(Stored items)
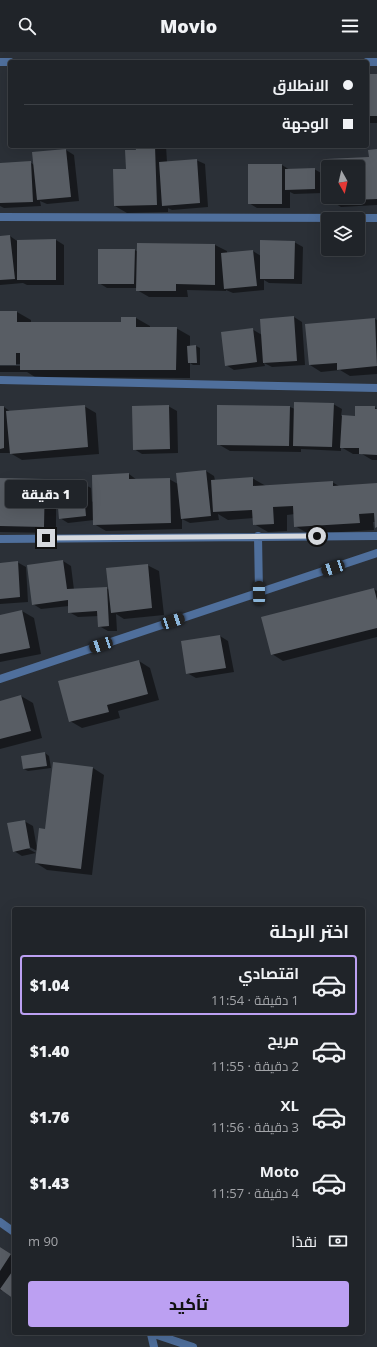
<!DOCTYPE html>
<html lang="ar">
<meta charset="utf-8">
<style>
:root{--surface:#202429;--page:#2d3035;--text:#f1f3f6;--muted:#a2a4a8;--line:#3d4146;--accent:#bca0f2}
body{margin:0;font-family:"Open Sans",Cairo,sans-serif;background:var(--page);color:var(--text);direction:rtl;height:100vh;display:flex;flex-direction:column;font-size:15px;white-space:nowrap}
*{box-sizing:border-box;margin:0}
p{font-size:13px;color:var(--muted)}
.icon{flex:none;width:22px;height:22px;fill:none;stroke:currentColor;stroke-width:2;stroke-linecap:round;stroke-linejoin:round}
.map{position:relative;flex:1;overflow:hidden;direction:ltr}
.details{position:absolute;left:12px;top:855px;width:353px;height:428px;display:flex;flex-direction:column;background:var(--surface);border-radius:4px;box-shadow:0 4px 16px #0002,0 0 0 1px var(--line);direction:rtl}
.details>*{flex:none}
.hud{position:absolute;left:8px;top:8px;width:361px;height:88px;border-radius:4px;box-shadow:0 4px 16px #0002,0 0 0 1px var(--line);direction:rtl;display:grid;align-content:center;height:88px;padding:0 16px;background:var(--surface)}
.needle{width:26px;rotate:172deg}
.controls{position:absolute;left:321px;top:108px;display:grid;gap:8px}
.controls a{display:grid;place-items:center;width:44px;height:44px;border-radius:4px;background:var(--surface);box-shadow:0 4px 16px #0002,0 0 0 1px var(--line);font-size:20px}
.end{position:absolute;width:18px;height:18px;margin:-9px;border:5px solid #d6d9de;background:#111;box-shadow:0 0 0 2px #111}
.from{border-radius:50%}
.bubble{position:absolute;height:28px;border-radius:4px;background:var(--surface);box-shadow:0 4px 16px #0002,0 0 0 1px var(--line);font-size:13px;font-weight:800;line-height:28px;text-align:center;direction:rtl}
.car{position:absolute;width:12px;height:24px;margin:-12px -6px;border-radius:5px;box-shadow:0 0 3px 1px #0007;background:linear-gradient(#222 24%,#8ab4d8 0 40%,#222 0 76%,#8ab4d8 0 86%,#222 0)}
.hud b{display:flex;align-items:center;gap:14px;height:38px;font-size:15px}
.hud b+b{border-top:1px solid var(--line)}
.hud i{width:10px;height:10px;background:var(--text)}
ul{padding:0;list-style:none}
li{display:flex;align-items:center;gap:12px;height:60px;margin:0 8px 6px;padding:0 8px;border:2px solid transparent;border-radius:4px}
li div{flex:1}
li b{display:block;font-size:15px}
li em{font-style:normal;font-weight:800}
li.selected{border-color:var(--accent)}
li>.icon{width:36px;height:36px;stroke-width:1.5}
h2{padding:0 16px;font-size:18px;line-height:48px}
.pay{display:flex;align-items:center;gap:10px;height:44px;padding:0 16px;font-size:15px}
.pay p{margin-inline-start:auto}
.button{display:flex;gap:8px;margin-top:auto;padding:8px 16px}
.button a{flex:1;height:46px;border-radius:4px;background:var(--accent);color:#111;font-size:16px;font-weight:800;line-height:46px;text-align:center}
header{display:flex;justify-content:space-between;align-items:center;height:52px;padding:0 16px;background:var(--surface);font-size:18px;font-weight:800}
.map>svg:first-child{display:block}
.shadow{fill:#0007}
.building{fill:#585d64}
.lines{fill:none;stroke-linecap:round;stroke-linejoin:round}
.street{stroke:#4f6f9c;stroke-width:8}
.route{stroke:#d6d9de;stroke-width:5}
</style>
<header><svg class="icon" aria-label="menu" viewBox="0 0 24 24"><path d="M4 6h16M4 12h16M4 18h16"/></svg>Movio<svg class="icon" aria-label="search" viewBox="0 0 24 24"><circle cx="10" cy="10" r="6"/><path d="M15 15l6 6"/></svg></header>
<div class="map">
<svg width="377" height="1295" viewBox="0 0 377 1295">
<rect width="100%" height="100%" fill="#2b3037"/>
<path class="shadow" d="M367,23H377V71H367Z
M136,94H166L167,110L196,108L205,112L208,155L172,158L168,156V160L127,161L115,154L127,118L137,99Z
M66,98L74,103L79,149L47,152L40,149L41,154L4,156L0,154V112L30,110L34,113Z
M377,98V153L341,155L329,148V145H358V115H328V129L327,108L370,106Z
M249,113H282L290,118L314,117L323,122V141L294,142L290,140V156H257L249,151Z
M10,184L17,189L56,188L64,193V233H27L23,231L0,233V185Z
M294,190L303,195L302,232L269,231L264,228V238L233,241L226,238V239L187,238L188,245H149L137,238V236H107L99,231L135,198L138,200L215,193L227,199V202L253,199L261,204Z
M0,260H17L31,268V271H122L136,266L150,274V276H176L190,284V294H196L200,296V313H193L190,311V326L35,325L27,320H0V314H21V312H0Z
M294,265L302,270L305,313L272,315L264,311L265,314L234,318L226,313L252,277L262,283Z
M375,267L377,268V322L350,324L340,318L321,320L310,313L306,273Z
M333,352L342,357L341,364L356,365L375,355L377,357V408H372L362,402H353L341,395V399L301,397V400L230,399L218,392L290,355L295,357Z
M84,354L96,361L99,402L22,408L10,401H0V355H4L11,360Z
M168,354L177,359L178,401L142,402L134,397Z
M206,419L214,424L215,428L252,426L266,434L332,430L339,434L377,432V475L376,470H373L374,478L309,482L295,474V462L287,463V479L268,480L254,472V466L228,468L218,462L219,468L190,471L182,467V477L106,479L94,472V468L68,471L60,466L58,444H56V481L0,480V427L45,428L55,434L82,431L91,436L92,450L129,422L137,428L169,427L178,432Z
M63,509L71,514L74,538L106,536L110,538L147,513L159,519L164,563L124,567L116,562L117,579H108L99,574V564L78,565L69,560V554L41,557L33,552Z
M17,510L26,515L28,550L0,552V512Z
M374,537L377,539V585L283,609L272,602Z
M22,559L34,566L41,602L0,610V564Z
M220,584L228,589L234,620L196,626L187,621Z
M139,609L150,616L159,648L118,659L120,666L82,676L70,669Z
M21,644L33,651L42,686L0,697V650Z
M45,701L49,704L51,716L28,719L24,717Z
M93,716L104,723L92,823L47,818L36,811L37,799L26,793L25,795L36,801L22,804L14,799L24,769L33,774L37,797L46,778Z
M0,1195L14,1204V1245L4,1238L3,1239L0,1238Z"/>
<path class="building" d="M367,22H377V64H367Z
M135,94H155L157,153L114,154L113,117H126L125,98H136Z
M66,97L71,145L37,148L32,100Z
M377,97V147L328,149V145H358V115H328V125H327L326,107L369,105L368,98Z
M197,107L200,151L162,154L159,110Z
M31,109L33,150L0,151V111Z
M248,112H282V152H248Z
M315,116V137L285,138V117Z
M10,183L15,227L0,228V184Z
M56,187V228H17V188Z
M260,188L295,189L294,227H260Z
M137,191L215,192V233L176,232V239H136Z
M98,197H135L134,232H98Z
M253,198L257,234L224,237L221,201Z
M0,259H17V270H121V265H136V275H177L176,318H20V301H16V313H0Z
M294,264L297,309L263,311L260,267Z
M375,266L377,314L337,318V311L309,313L305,272Z
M253,276L257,310L225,314L221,280Z
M196,293L197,311H188L187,294Z
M294,350L334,351L332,395L293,394Z
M85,353L88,395L10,402L6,359Z
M169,353L170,397L133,398L132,354Z
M217,353L290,354L289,394L217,393Z
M0,354H4V396L0,397Z
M355,354H375V357H377V403L359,402V396H340L342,363L355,364Z
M206,418L211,464L181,467L176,421Z
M129,421V427L170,426L171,471L93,473L92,423Z
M253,425V434L333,429V434L377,431V475L375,476L374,461L359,462L360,471L294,475L293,454L273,455L274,472L253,473L252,458L213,460L211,428Z
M0,426L45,427L44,475L0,474Z
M83,430L86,464L59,467L56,433Z
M63,508L67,537L107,535L109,574L98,575L97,559L68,561V548L32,553L27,513Z
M18,509L20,545L0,547V511Z
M148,512L152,556L111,561L106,516Z
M374,536L377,548V576L271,603L261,565Z
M22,558L30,596L0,602V563Z
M220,583L226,616L186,622L181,589Z
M139,608L148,642L107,653L109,660L69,670L58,629Z
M21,643L31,679L0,687V649Z
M45,700L47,714L23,717L21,704Z
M53,710L93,715L81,817L35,811L39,776L45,777Z
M25,768L30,796L13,800L7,771Z
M0,1195L11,1202L0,1219Z
M14,1217V1247L0,1237Z"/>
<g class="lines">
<path class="street" d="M0,10H10
M367,10H377
M0,165L377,166
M0,328L377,336
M258,484L259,541
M0,487L377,484
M0,627L377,501
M0,1170L14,1180
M151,1281L193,1295
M151,1282L154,1295"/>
</g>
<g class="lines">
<path class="route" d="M46,486L317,484"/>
</g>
</svg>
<div class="controls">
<a><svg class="needle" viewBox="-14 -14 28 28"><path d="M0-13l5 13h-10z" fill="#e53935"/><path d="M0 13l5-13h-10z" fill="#a2a4a8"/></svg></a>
<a><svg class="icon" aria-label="layers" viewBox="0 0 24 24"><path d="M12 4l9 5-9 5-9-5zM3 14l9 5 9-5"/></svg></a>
</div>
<i class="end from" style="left:317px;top:484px"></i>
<i class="end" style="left:46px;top:486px"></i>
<div class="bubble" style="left:5px;top:428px;width:82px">1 دقيقة</div>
<i class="car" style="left:333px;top:516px;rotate:252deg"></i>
<i class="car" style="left:259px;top:541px;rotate:359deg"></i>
<i class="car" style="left:173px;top:569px;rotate:72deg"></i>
<i class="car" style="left:101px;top:593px;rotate:252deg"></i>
<div class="hud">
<b><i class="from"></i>الانطلاق</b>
<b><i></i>الوجهة</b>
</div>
<section class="details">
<h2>اختر الرحلة</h2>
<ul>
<li class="selected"><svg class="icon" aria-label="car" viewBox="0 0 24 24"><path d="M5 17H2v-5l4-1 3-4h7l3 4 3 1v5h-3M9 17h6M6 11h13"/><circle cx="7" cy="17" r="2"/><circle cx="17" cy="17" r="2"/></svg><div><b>اقتصادي</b><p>1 دقيقة · 11:54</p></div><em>$1.04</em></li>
<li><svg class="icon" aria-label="car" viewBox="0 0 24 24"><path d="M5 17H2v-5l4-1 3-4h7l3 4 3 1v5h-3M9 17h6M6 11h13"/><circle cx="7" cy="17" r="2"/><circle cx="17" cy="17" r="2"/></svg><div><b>مريح</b><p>2 دقيقة · 11:55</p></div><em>$1.40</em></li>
<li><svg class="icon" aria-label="car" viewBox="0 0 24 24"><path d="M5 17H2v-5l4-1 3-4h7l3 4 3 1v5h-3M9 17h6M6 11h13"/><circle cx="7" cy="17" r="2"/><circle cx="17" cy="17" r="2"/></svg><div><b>XL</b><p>3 دقيقة · 11:56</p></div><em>$1.76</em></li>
<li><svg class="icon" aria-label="car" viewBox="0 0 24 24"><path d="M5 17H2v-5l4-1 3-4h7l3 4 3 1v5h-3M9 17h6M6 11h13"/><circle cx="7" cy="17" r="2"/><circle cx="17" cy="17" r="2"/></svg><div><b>Moto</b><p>4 دقيقة · 11:57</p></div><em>$1.43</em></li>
</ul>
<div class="pay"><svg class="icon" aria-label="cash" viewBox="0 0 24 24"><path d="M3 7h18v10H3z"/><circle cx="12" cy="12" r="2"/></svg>نقدًا<p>90 m</p></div>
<div class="button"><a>تأكيد</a></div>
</section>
</div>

# ASSIGNMENT
The number of lines in the records that include "grid" is what is needed, with no other words.

# THE ANSWER
3